Although he would eventually call for "total war" against the enemies of Germany, noticeably Communism and the Jews, Goebbels' early writing was far softer, and often speculated on Goethe, literature and philosophy.
"My roof is the sky, My home is the world. And I sleep, then the forest is my tent..." he wrote.
A 26-letter correspondence with Richard Flisges, Goebbels' closest college friend, also reveals the latter's early left-wing leanings. Flisges, a veteran of World War I turned "ardent pacifist and anarchist", called on his fiend to read and explore socialism and Karl Marx. Goebbels' play Michael Voorman was lately dedicated to him.

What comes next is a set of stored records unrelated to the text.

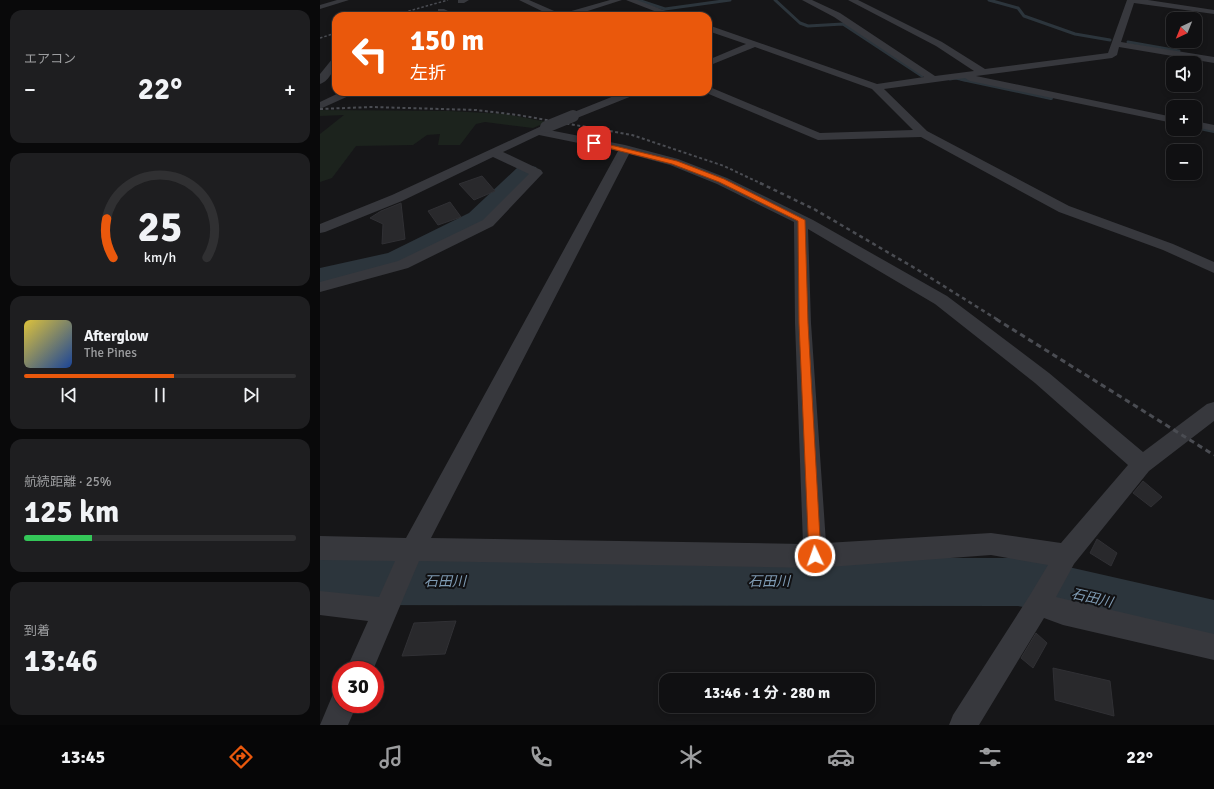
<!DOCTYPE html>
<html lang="ja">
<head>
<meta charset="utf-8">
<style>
  body { margin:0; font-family:Signika,"Noto Sans JP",sans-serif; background:#1e1e20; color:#f1f3f6; height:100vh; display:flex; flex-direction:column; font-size:15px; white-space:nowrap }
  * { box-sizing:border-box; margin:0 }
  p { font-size:13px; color:#9c9d9f }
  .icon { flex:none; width:22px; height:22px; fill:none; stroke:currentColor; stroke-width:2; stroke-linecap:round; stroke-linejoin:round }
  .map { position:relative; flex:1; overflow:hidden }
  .details { display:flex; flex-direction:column; gap:10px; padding:10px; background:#09090a; width:320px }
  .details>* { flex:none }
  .top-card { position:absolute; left:12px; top:12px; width:380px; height:84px; border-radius:12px; box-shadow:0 2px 6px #0003,0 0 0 1px #303032; background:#ea580c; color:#fff; overflow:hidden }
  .needle { width:26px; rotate:223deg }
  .fabs { position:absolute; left:846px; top:12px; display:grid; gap:8px }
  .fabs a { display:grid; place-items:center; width:36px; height:36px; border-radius:8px; background:#101012; box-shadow:0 2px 6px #0003,0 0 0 1px #303032; font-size:20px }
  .speed { position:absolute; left:12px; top:661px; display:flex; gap:8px; font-size:20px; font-weight:700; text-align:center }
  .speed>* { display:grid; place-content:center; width:52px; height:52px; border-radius:50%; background:#101012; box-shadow:0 2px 6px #0003,0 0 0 1px #303032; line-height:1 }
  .speed .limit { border:6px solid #d22; background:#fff; color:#111 }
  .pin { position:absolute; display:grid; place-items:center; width:34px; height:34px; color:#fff; margin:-17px; border-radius:8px; box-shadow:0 2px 6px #0006 }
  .me { position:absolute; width:44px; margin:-22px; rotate:357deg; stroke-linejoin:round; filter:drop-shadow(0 0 3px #0008) }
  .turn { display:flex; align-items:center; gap:14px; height:84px; padding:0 12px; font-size:18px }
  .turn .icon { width:52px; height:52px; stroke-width:2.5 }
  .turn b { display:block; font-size:28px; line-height:34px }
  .big { font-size:30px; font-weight:700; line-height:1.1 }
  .details .tile { flex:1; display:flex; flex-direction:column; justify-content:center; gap:6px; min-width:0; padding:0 14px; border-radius:12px; background:#1e1e20 }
  .details .dial { align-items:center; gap:0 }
  .dial svg { height:104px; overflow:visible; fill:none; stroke:#303032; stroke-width:7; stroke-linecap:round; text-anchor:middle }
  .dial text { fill:#f1f3f6; stroke:none }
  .song { display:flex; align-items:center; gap:12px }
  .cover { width:48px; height:48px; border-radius:6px; background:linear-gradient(135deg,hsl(50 70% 55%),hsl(220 70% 35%)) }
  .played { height:4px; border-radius:2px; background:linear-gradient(90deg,#ea580c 55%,#303032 55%) }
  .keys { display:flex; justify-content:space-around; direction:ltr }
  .heat { display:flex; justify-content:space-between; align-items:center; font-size:22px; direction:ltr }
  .charge { height:6px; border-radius:3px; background:linear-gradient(90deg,#34c759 25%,#303032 0) }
  .trip { position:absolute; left:339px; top:673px; width:216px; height:40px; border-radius:12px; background:#101012; box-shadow:0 2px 6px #0003,0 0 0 1px #303032; font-weight:700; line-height:40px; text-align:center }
  .tab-bar { display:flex; height:64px; justify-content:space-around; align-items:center; background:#060607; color:#9c9d9f }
  .tab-bar .icon { width:28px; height:28px }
  .tab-bar .active { color:#ea580c }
  .tab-bar b { font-size:18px; color:#f1f3f6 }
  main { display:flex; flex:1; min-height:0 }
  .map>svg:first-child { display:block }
  .green { fill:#1c231d }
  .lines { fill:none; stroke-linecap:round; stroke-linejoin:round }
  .stream-far1 { stroke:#2c353c; stroke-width:3 }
  .stream { stroke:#2c353c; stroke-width:4 }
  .river { fill:#2c353c; fill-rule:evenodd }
  .building { fill:#29292c; stroke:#303034 }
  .street { fill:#37383d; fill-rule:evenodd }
  .rail-far3 { stroke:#4a4c52; stroke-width:1.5; stroke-dasharray:2.5 2; stroke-linecap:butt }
  .rail-far2 { stroke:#4a4c52; stroke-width:2; stroke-dasharray:3 2.5; stroke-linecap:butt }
  .rail-far1 { stroke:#4a4c52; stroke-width:2.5; stroke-dasharray:4 3.5; stroke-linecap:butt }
  .rail { stroke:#4a4c52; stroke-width:3; stroke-dasharray:5.5 4; stroke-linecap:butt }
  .street-bridge { stroke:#37383d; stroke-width:12 }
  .route { fill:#ea580c; stroke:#983908 }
  .labels { text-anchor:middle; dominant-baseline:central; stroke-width:4; stroke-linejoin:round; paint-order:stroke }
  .near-water-label { font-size:14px; font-style:italic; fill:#7f9bb3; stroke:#111113 }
</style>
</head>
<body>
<main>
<section class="details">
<div class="tile"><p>エアコン</p>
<div class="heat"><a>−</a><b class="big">22°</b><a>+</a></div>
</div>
<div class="tile dial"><svg viewBox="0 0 100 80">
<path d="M14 69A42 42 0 1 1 86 69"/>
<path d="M14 69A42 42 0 0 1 9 39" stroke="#ea580c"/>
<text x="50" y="56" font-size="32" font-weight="700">25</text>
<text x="50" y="72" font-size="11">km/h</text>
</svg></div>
<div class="tile">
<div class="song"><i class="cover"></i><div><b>Afterglow</b><p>The Pines</p></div></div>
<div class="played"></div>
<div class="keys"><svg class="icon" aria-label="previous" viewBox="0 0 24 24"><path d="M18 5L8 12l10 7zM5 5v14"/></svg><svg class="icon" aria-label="pause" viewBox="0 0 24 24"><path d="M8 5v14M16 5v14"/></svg><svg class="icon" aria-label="next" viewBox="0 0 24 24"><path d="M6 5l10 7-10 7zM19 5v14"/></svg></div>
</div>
<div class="tile"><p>航続距離 · 25%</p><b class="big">125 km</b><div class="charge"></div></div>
<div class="tile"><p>到着</p><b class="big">13:46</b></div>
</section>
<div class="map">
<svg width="894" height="725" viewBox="0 0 894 725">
  <rect width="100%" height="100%" fill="#161618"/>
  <polygon class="green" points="0,110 129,111 186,114 227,122 213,128 165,122 156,124 140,145 118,145 120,134 107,135 93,145 36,146 12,178 0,182 0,134 24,115 0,116"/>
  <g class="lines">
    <g class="stream-far1">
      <polyline points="318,0 345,9 410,0"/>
      <polyline points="455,0 480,23 488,26 523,24 602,76"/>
      <polyline points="669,0 698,8 704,16 755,34 790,40"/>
      <polyline points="324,16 336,12"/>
      <polyline points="808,42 859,51"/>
      <polyline points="630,79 635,78 646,80"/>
    </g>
    <g class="stream">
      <polyline points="642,79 731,98"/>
      <polyline points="875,127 894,131"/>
    </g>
    <g class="river">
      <polygon points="207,165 216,167 219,172 169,225 87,267 0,288 0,268 68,253 149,213 198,167"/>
      <polygon points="0,557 698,558 753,568 894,600 894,650 753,616 698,606 0,605"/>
    </g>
  </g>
  <g class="building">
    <polygon points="162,176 175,191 154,200 139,184"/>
    <polygon points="130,202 141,217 118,225 108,211"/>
    <polygon points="81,203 85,239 62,244 63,224 50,218 61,211"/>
    <polygon points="823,481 842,497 831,507 813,493"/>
    <polygon points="777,539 797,553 791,566 770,553"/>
    <polygon points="136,621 125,654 82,656 94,623"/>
    <polygon points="716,633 727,643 713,668 701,658"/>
    <polygon points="733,668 790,681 794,716 735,700"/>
  </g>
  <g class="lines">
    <g class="street">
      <polygon points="17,0 29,0 0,9 0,5"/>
      <polygon points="138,0 149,0 144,3 138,3"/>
      <polygon points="199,0 209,0 241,14 290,0 302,0 252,16 232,16"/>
      <polygon points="306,0 317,0 359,16 347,16"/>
      <polygon points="482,0 492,0 520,13 615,76 654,71 616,46 528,0 538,0 622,42 665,69 788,53 807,0 828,0 894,10 894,14 814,3 801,42 894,57 894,63 799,47 797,55 792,58 656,76 853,117 853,123 650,81 645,78 564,89 607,131 749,206 853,244 894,262 894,273 843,250 739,212 601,137 498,140 384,92 388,92 388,87 392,88 500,133 593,130 552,89 435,47 388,66 388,60 426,44 388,31 388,25 557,84 604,77 514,17"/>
      <polygon points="118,9 124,9 138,16 127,16 118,13"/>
      <path d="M16,57C16,66 10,81 0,84V74L13,58Z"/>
      <polygon points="21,92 34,92 33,94 0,109 0,102"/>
      <polygon points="304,92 318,92 317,94 257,118 253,119 248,116 249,114"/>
      <polygon points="875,121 894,125 894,131 875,127"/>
      <path d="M226,124L232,127L229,130L305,145L358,159L407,178L493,220L627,296L729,373L823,452L887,404L894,402V421L829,471L754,564L736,597L894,634V660L743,625L724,618L659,725H629L633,715L710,595L728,565L671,555L495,568L99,561L53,670H26L48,621L0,615V591L59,597L75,561L0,560V536L86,538L298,151L219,135L183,152L221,170L223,173L173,226L88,268L0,292V282L78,261L163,220L209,174L173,157L82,201L5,232L0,233V224L72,195ZM309,154L350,165L397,184L474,222L475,323L483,544L111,538ZM488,229L615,304L715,383L808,465L741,543L671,533L506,543L491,323Z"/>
      <polygon points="21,691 21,704 37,704 28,725 0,725 13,694"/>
    </g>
    <g class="rail-far3">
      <polyline points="71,16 128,0"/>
      <polyline points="0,38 16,33"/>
    </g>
    <polyline class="rail-far2" points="0,109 52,107 156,110 198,115 312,135 404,166 442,184"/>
    <polyline class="rail-far1" points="440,183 494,209 598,270 678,320"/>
    <polyline class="rail" points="676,319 894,455"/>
    <polyline class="street-bridge" points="226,127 253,116"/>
  </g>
  <polygon class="route" points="274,141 357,161 404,179 485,220 488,323 501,556 500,560 495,561 491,560 489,556 479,323 478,221 399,182 352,164 272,144 271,143"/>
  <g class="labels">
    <g class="near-water-label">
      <text x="125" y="581">石田川</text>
      <text x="449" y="581">石田川</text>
      <text transform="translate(772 598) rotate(13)">石田川</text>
    </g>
  </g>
</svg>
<div class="fabs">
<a><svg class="needle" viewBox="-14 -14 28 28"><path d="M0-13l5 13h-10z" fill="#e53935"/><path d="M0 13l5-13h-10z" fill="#9c9d9f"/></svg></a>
<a><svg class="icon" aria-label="sound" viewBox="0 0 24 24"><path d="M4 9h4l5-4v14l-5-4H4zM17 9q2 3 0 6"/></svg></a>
<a>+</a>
<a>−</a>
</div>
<div class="speed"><div class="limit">30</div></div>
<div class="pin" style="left:274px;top:143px;background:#d93025"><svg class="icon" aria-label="arrive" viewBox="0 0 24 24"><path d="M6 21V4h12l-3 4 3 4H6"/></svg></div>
<svg class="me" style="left:495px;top:556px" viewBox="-20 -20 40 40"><circle r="17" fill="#ea580c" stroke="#fff" stroke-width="3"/><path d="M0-11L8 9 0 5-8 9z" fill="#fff"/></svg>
<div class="trip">13:46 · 1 分 · 280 m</div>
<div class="top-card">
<div class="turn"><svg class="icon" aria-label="left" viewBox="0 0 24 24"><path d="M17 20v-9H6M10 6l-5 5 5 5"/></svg><div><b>150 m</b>左折</div></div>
</div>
</div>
</main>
<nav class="tab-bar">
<b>13:45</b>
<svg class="icon active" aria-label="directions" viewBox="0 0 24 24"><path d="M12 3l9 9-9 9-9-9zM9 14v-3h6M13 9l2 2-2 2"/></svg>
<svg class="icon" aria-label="music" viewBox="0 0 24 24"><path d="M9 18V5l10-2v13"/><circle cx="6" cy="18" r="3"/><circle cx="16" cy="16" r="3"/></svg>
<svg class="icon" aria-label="phone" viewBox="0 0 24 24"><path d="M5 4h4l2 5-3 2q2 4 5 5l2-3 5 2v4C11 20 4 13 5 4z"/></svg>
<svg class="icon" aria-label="climate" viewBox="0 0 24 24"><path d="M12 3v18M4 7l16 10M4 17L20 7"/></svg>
<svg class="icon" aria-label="car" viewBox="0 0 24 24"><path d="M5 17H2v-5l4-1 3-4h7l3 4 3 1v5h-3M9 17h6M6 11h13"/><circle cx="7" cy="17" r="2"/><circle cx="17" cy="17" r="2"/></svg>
<svg class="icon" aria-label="filters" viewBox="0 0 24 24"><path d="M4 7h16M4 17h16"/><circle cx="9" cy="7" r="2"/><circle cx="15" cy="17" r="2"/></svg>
<b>22°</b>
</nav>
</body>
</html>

But Goebbels early evidences of fanatic behaviour emerged in a reply to a teacher who offered condolences after the death of Goebbels' sister. The would-be Nazi leader said his loss was minor compared to the losses suffered by "Our Fatherland".
Goebbels and his wife Magda committed suicide after killing their six children with cyanide tablets at Hitler's Berlin bunker on 1 May 1945.
Ownership of the papers was placed in the hands of a third party, Goebbels' "literary executor", after they emerged years later.
Along with Goebbels' archive, the Alexander Historical Auctions is offering the archive of another enigmatic Nazi figure, Otto Skorzeny.
Skorzeny, Hitler's chief and favourite commando, became notorious after his daring mountain-top rescue of Italian dictator Benito Mussolini.